There are those in our world today who would reassert that world of yesterday. Religion has no business in public office and things like this prove the grave mistake when the state favors one religion over another. Politics becomes ordainments from God, and religious life is meaningless since it has no true seperating from politics.
Flushing Remonstrance (1657)
December 27, 1657
You have been pleased to send up unto us a certain prohibition or command that we should not receive or entertain any of those people called Quakers because they are supposed to be by some, seducers of the people. For our part we cannot condemn them in this case, neither can we stretch out our hands against them, to punish, banish or persecute them for out of Christ God is a consuming fire, and it is a fearful thing to fall into the hands of the living God.
We desire therefore in this case not to judge least we be judged, neither to condemn least we be condemned, but rather let every man stand and fall to his own Master. Wee are bounde by the Law to Doe good unto all men, especially to those of the household of faith. And though for the present we seem to be unsensible of the law and the Law giver, yet when death and the Law assault us, if we have our advocate to seeke, who shall plead for us in this case of conscience betwixt God and our own souls; the powers of this world can neither attack us, neither excuse us, for if God justifye who can condemn and if God condemn there is none can justify.
And for those jealousies and suspicions which some have of them, that they are destructive unto Magistracy and Minssereye, that can not bee, for the magistrate hath the sword in his hand and the minister hath the sword in his hand, as witnesse those two great examples which all magistrates and ministers are to follow, Moses and Christ, whom God raised up maintained and defended against all the enemies both of flesh and spirit; and therefore that which is of God will stand, and that which is of man will come to nothing.
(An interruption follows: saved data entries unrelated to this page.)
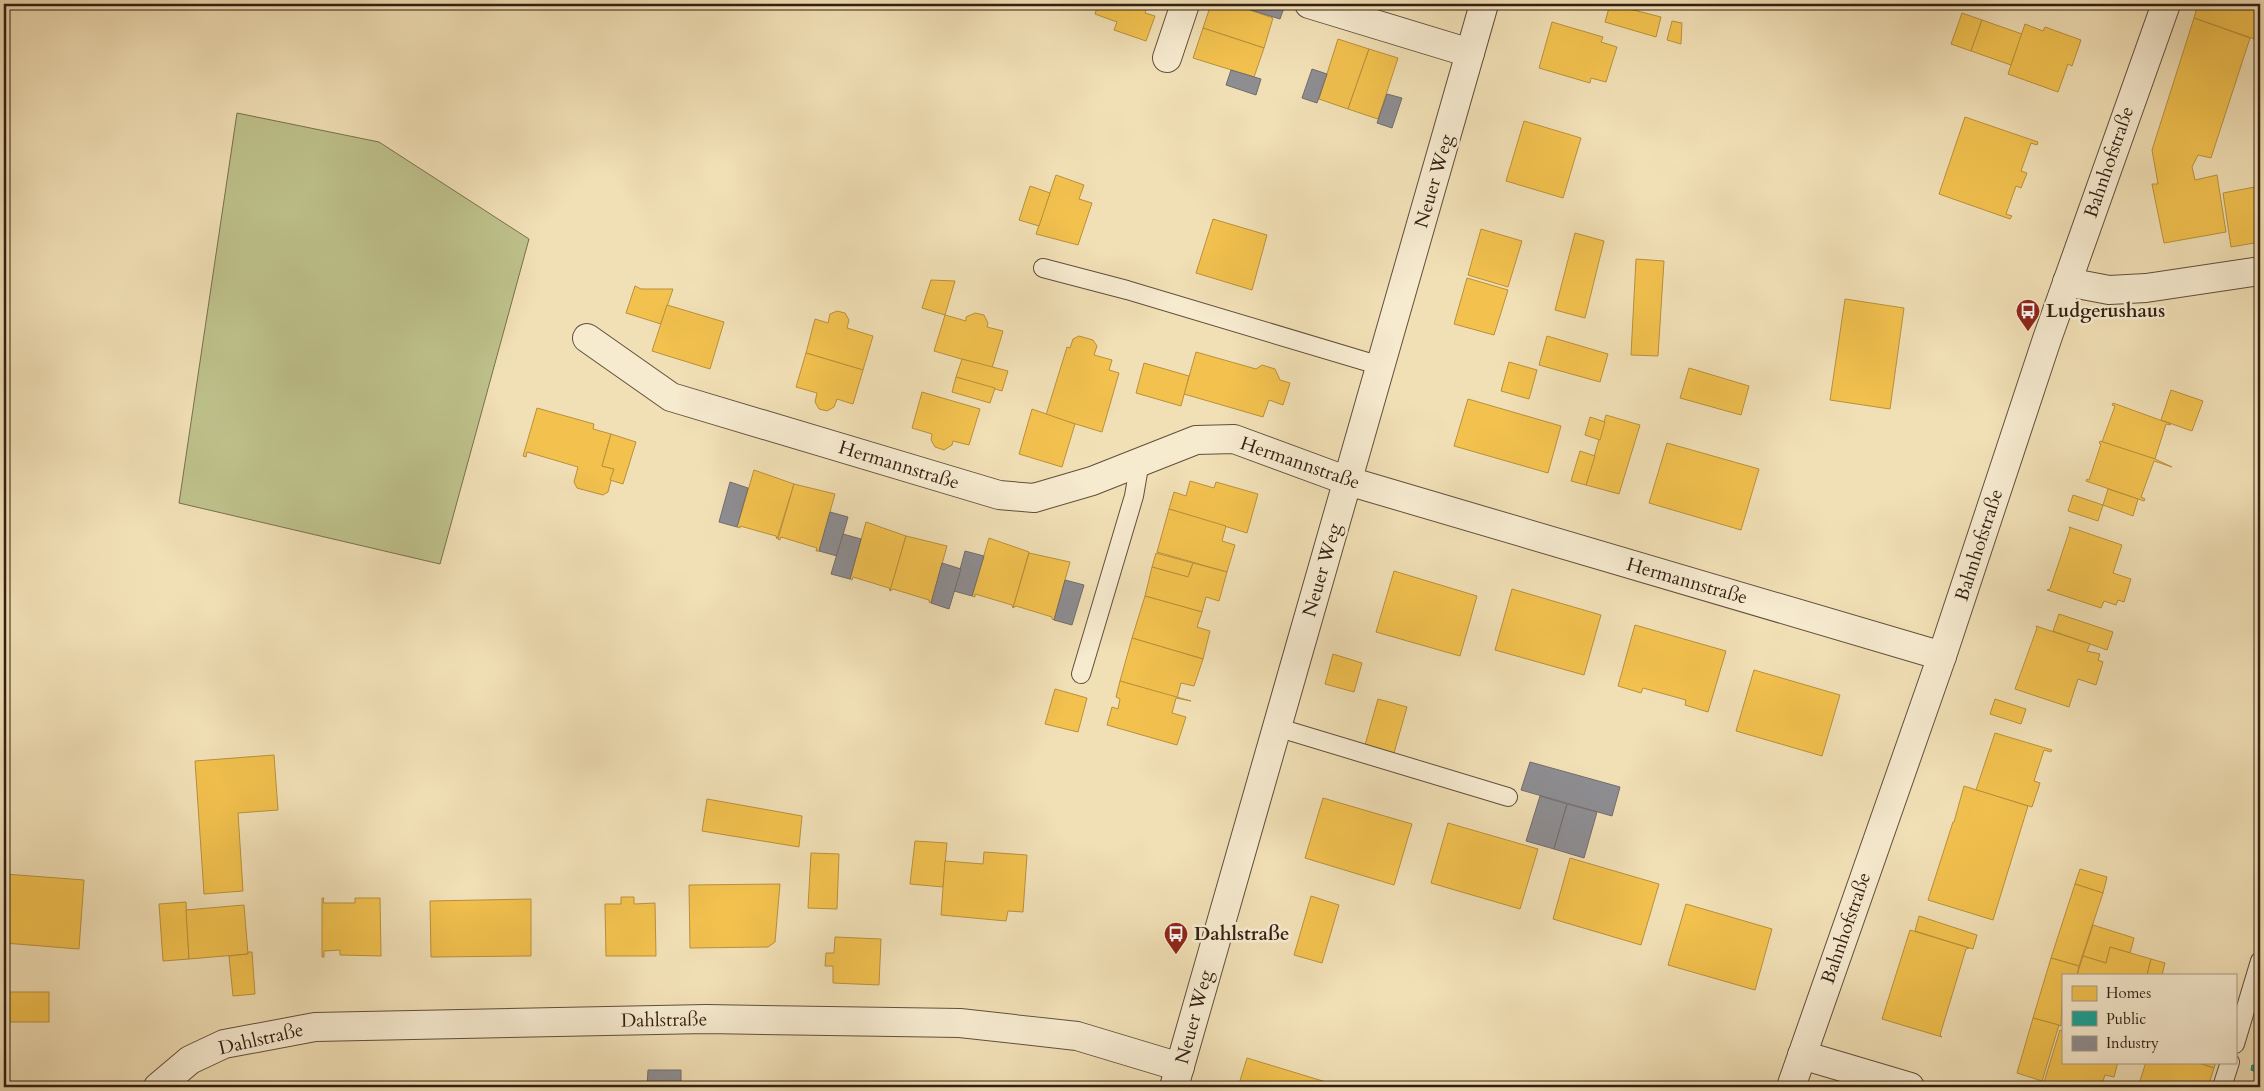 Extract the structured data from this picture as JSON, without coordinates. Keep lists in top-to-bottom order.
{
  "streets": {
    "street": [
      "Bahnhofstraße",
      "Neuer Weg",
      "Hermannstraße",
      "Dahlstraße"
    ]
  },
  "crossings": [
    ["Bahnhofstraße", "Hermannstraße"],
    ["Neuer Weg", "Hermannstraße"],
    ["Neuer Weg", "Dahlstraße"]
  ],
  "places": {
    "bus stop": ["Ludgerushaus", "Dahlstraße"]
  },
  "legend": ["Homes", "Public", "Industry"]
}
And as the Lord hath taught Moses or the civil power to give an outward liberty in the state by the law written in his heart designed for the good of all, and can truly judge who is good, who is civil, who is true and who is false, and can pass definite sentence of life or death against that man which rises up against the fundamental law of the States General; soe he hath made his ministers a savor of life unto life, and a savor of death unto death.
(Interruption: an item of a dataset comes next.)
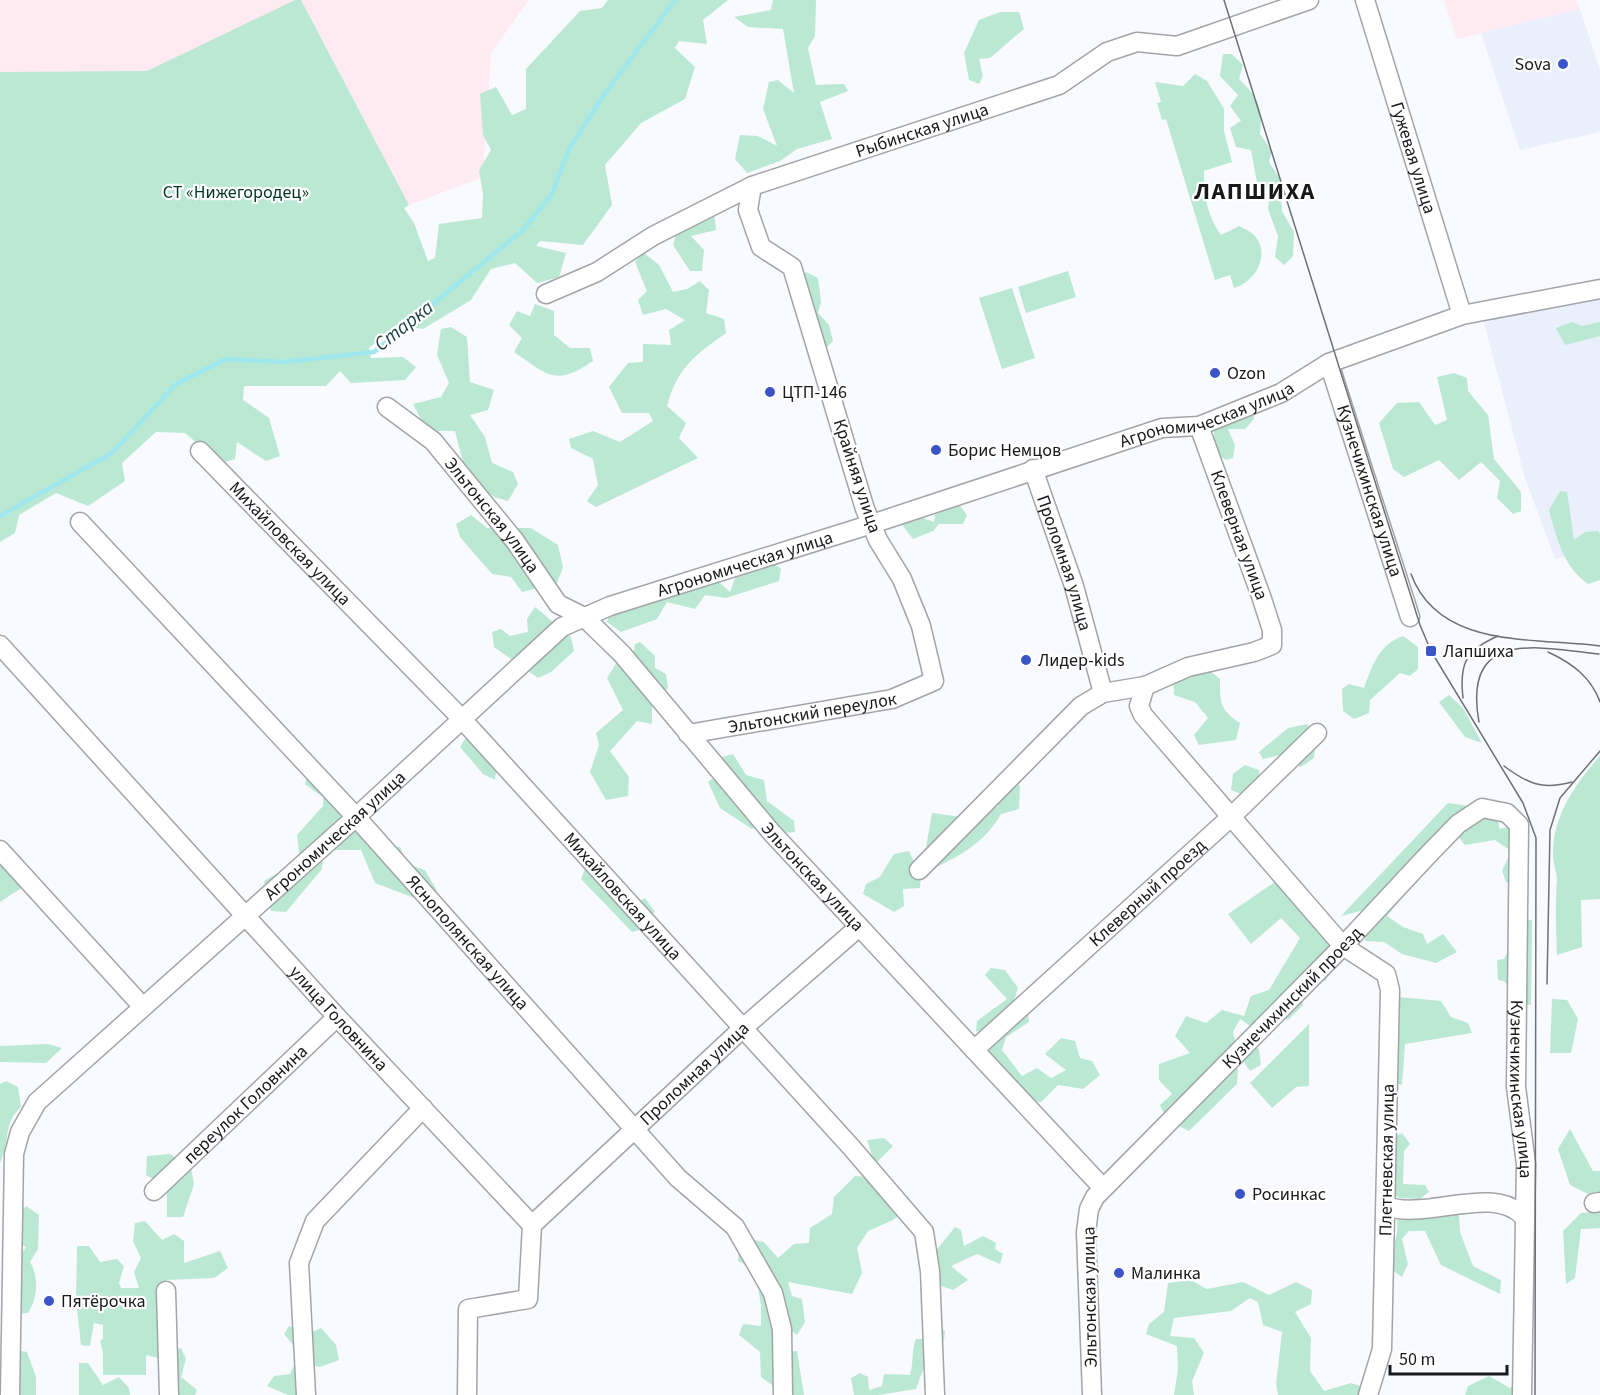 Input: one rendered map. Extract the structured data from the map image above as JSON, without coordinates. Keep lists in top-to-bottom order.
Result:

The law of love, peace and liberty in the states extending to Jews, Turks, and Egyptians, as they are considered the sonnes of Adam, which is the glory of the outward state of Holland, soe love, peace and liberty, extending to all in Christ Jesus, condemns hatred, war and bondage. And because our Saviour saith it is impossible but that offenses will come, but woe unto him by whom they cometh, our desire is not to offend one of his little ones, in whatsoever form, name or title he appears in, whether Presbyterian, Independent, Baptist or Quaker, but shall be glad to see anything of God in any of them, desiring to doe unto all men as we desire all men should doe unto us, which is the true law both of Church and State; for our Savior saith this is the law and the prophets. Therefore, if any of these said persons come in love unto us, wee cannot in conscience lay violent hands upon them, but give them free egresse and regresse unto our Town, and houses, as God shall persuade our consciences. And in this we are true subjects both of Church and State, for we are bounde by the law of God and man to doe good unto all men and evil to noe man. And this is according to the patent and charter of our Towne, given unto us in the name of the States General, which we are not willing to infringe, and violate, but shall houlde to our patent and shall remaine, your humble subjects, the inhabitants of Vlishing.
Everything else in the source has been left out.